Launch the Phoenix server.

In [None]:
import nest_asyncio
import phoenix as px


nest_asyncio.apply()
session = px.launch_app()

🌍 To view the Phoenix app in your browser, visit https://zkwjimvu5fd3-496ff2e9c6d22116-6006-colab.googleusercontent.com/
📖 For more information on how to use Phoenix, check out https://docs.arize.com/phoenix


Instrument LangChain for Phoenix observability.


In [None]:
from phoenix.trace.langchain import LangChainInstrumentor

LangChainInstrumentor().instrument()

We will use the same agent components that were used in the previous example.

In [None]:
# Initialize the ReAct agent
# react_agent = create_react_agent(llm, tools, prompt)
# agent_executor = AgentExecutor.from_agent_and_tools(agent=react_agent, tools=tools)
response = agent_executor.invoke(
    {'input': query},
    # config={"callbacks": [ConsoleCallbackHandler()]},  # Print events internal to the ReAct agent.
)
print(response['output'])

The total requested budget for NASA and NSF for Fiscal Year 2024 is $38.5 billion.


## 3. LangFuse



In [None]:
os.environ['LANGFUSE_PUBLIC_KEY'] = 'pk-lf-66a42a10-d9b1-4e8b-94a5-21aaf0c587d3'
os.environ['LANGFUSE_HOST'] = "https://us.cloud.langfuse.com"

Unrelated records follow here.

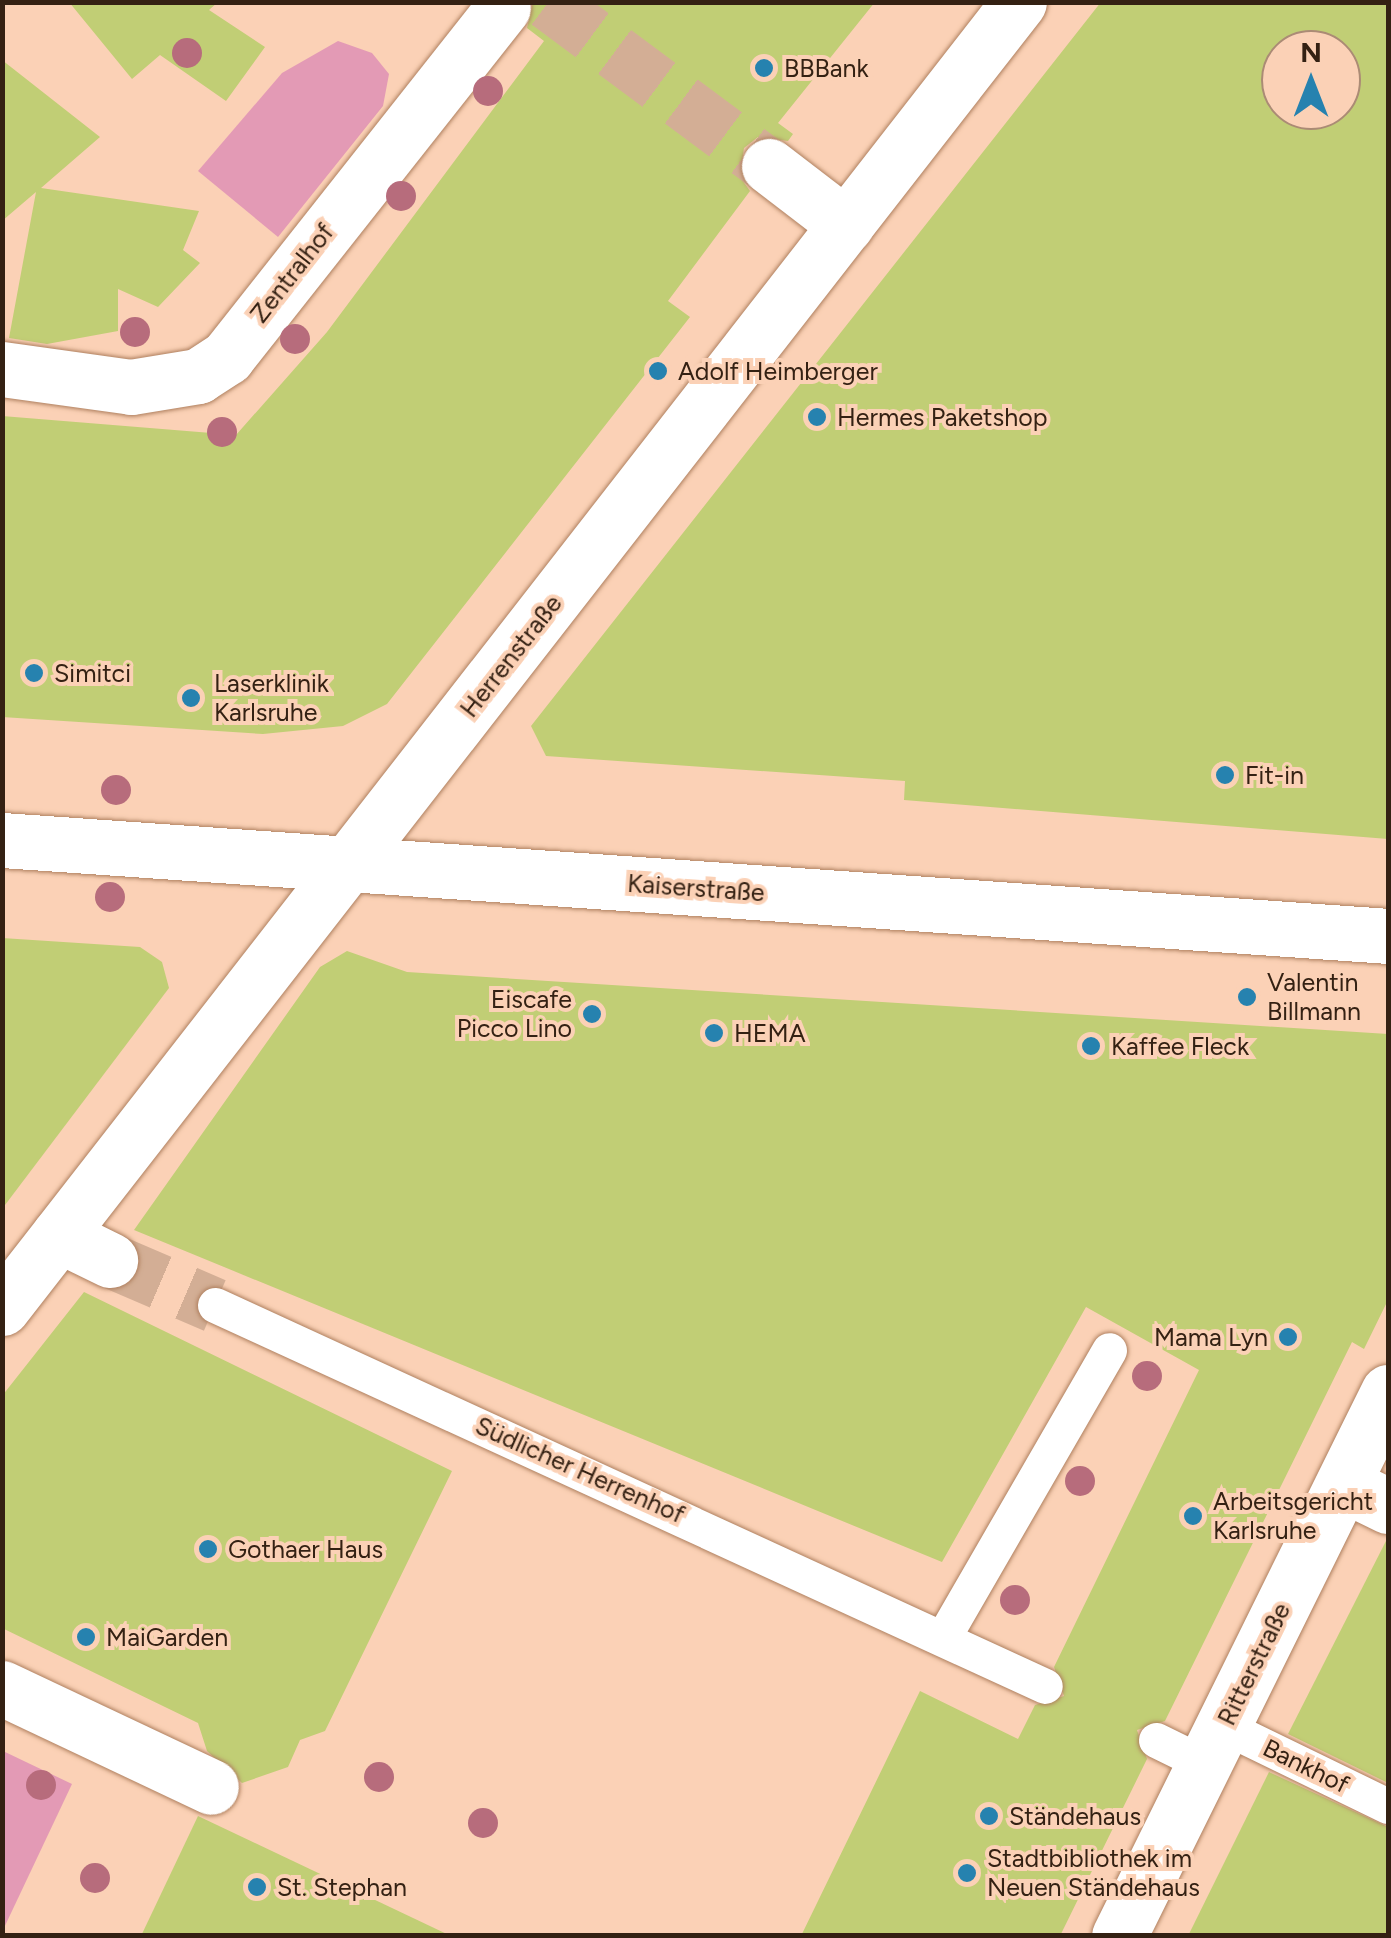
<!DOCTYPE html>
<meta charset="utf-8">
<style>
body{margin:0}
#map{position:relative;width:1391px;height:1938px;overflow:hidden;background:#fbd1b6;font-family:Figtree,sans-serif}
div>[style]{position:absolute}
.green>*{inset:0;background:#e39ab5}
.building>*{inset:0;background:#c1ce75}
.street-tunnel>*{height:55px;margin-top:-27.5px;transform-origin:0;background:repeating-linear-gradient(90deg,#d3ae95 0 55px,transparent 0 83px)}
.roads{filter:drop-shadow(0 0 2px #af805f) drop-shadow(0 0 2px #af805f)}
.lane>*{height:35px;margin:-17.5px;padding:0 17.5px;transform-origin:17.5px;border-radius:17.5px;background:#fff}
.street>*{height:55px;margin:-27.5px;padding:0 27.5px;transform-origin:27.5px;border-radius:27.5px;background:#fff}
.trees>*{width:30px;height:30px;margin:-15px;border-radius:50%;background:#b76c7c}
.dots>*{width:28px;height:28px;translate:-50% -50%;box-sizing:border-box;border:5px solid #fbd1b6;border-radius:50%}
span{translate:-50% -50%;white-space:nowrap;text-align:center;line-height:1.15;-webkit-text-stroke:8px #fbd1b6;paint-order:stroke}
.poi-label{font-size:25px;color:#342113}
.left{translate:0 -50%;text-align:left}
.right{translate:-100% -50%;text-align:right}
.street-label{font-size:25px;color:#342113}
.frame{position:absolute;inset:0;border:5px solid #342113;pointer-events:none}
.north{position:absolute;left:1261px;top:30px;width:100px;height:100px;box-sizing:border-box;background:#fbd1b6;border:2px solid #ab8b75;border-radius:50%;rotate:0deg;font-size:28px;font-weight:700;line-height:40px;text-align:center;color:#342113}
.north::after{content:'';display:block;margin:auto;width:35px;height:45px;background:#2682af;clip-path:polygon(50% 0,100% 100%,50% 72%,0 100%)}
</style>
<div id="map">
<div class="green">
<i style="clip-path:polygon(338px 41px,372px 53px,389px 74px,383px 106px,278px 237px,198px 171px,282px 73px)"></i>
<i style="clip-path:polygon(3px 1751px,72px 1784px,3px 1930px)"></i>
</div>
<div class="building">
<i style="clip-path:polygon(69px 2px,218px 2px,209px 10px,265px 47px,226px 101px,160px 55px,132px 79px)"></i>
<i style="clip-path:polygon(533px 2px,875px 2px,778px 123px,793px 134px,788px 141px,758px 137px,744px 148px,740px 177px,750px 191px,668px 301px,690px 317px,387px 704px,343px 726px,263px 734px,2px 717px,2px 416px,236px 435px,327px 332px,544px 41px,527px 28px)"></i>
<i style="clip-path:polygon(evenodd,1101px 2px,1388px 2px,1388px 839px,904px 800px,905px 781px,546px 756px,531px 726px,1101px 2px,1281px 50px,1341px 50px,1341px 110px,1281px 110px,1281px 50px)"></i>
<i style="clip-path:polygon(2px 60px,100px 137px,41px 188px,199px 211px,183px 250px,200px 263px,158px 307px,118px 289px,118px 331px,47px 344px,9px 338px,36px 192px,2px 221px)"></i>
<i style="clip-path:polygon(2px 938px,140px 947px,162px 962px,169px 988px,2px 1209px)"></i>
<i style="clip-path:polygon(347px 951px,407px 972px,1388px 1034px,1388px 1300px,1364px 1349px,1352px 1342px,1165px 1721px,1137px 1730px,1147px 1759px,1060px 1936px,801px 1936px,920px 1691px,1018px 1739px,1035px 1705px,1064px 1696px,1054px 1667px,1199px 1370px,1086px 1307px,942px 1562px,134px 1230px,320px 967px)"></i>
<i style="clip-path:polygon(84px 1292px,452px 1471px,325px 1731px,300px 1740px,288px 1767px,242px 1783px,207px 1751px,198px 1723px,2px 1628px,2px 1396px)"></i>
<i style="clip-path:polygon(1388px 1537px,1388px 1783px,1288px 1734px)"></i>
<i style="clip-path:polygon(1269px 1772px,1388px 1827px,1388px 1936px,1188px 1936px)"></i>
<i style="clip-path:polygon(198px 1816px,451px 1936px,141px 1936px)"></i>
</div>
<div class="street-tunnel">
<i style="left:548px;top:2px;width:275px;rotate:36.6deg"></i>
<i style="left:110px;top:1260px;width:114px;rotate:23.2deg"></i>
</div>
<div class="roads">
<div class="lane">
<i style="left:215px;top:1305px;width:913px;rotate:24.66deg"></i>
<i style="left:944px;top:1636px;width:330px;rotate:-60deg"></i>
<i style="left:1223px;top:1726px;width:183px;rotate:25.9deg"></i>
<i style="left:1156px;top:1740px;width:55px;rotate:26.1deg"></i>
</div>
<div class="street">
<i style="left:769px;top:166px;width:97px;rotate:37.5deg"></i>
<i style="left:2px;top:369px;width:130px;rotate:7.9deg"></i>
<i style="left:131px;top:387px;width:68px;rotate:-9.3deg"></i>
<i style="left:198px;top:376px;width:35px;rotate:-33deg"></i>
<i style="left:227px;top:357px;width:445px;rotate:-51.7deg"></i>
<i style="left:2px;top:840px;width:1389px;rotate:3.96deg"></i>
<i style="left:59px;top:1235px;width:57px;rotate:26.1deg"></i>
<i style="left:2px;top:1308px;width:1655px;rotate:-52.09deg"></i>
<i style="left:1343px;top:1484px;width:50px;rotate:26.1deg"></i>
<i style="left:2px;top:1688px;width:231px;rotate:25.3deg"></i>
<i style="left:1119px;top:1936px;width:607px;rotate:-63.69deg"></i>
</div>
</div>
<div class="trees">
<i style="left:187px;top:53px"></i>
<i style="left:488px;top:91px"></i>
<i style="left:401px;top:196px"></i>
<i style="left:135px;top:332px"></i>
<i style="left:295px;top:339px"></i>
<i style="left:222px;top:432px"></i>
<i style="left:116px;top:790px"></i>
<i style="left:110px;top:897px"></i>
<i style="left:1147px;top:1376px"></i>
<i style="left:1080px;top:1481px"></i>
<i style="left:1015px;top:1600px"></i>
<i style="left:379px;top:1777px"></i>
<i style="left:41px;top:1785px"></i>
<i style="left:483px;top:1823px"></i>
<i style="left:95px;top:1878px"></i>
</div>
<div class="dots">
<i style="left:764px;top:68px;background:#2682af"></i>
<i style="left:658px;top:371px;background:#2682af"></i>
<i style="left:817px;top:417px;background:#2682af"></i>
<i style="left:34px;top:673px;background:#2682af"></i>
<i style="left:191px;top:698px;background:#2682af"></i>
<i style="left:1225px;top:775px;background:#2682af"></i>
<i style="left:1247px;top:997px;background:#2682af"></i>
<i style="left:592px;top:1014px;background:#2682af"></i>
<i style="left:714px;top:1033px;background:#2682af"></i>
<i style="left:1091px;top:1046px;background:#2682af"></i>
<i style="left:1288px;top:1337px;background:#2682af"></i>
<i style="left:1193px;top:1516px;background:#2682af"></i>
<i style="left:208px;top:1549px;background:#2682af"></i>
<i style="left:86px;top:1637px;background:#2682af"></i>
<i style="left:989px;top:1816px;background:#2682af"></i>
<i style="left:967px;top:1873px;background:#2682af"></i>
<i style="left:257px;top:1887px;background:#2682af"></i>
</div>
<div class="poi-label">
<span class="left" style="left:784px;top:68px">BBBank</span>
<span class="left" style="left:678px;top:371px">Adolf Heimberger</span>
<span class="left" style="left:837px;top:417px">Hermes Paketshop</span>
<span class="left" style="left:54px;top:673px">Simitci</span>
<span class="left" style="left:214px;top:698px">Laserklinik<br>Karlsruhe</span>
<span class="left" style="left:1245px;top:775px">Fit-in</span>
<span class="left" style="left:1267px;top:997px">Valentin<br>Billmann</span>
<span class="right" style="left:572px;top:1014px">Eiscafe<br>Picco Lino</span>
<span class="left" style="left:734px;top:1033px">HEMA</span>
<span class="left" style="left:1111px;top:1046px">Kaffee Fleck</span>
<span class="right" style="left:1268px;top:1337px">Mama Lyn</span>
<span class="left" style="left:1213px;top:1516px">Arbeitsgericht<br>Karlsruhe</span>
<span class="left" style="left:228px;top:1549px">Gothaer Haus</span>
<span class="left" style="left:106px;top:1637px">MaiGarden</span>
<span class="left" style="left:1009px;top:1816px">Ständehaus</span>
<span class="left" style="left:987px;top:1873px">Stadtbibliothek im<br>Neuen Ständehaus</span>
<span class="left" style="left:277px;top:1887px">St. Stephan</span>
</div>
<div class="street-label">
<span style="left:292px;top:273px;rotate:-52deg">Zentralhof</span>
<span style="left:511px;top:656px;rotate:-52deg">Herrenstraße</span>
<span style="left:696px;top:888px;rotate:4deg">Kaiserstraße</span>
<span style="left:580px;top:1470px;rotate:24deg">Südlicher Herrenhof</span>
<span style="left:1254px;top:1664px;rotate:-64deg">Ritterstraße</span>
<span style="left:1306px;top:1766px;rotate:26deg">Bankhof</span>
</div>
<div class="frame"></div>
<div class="north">N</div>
</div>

LangFuse uses the callback mechanism in LangChain to instrument the execution.

In [None]:
from langfuse.callback import CallbackHandler

langfuse_handler = CallbackHandler()

response = agent_executor.invoke(
    {'input': query},
    config={"callbacks": [langfuse_handler]},
)

print(response['output'])

The requested budget for NASA is $27.2 billion and for NSF is $11.3 billion for Fiscal Year 2024.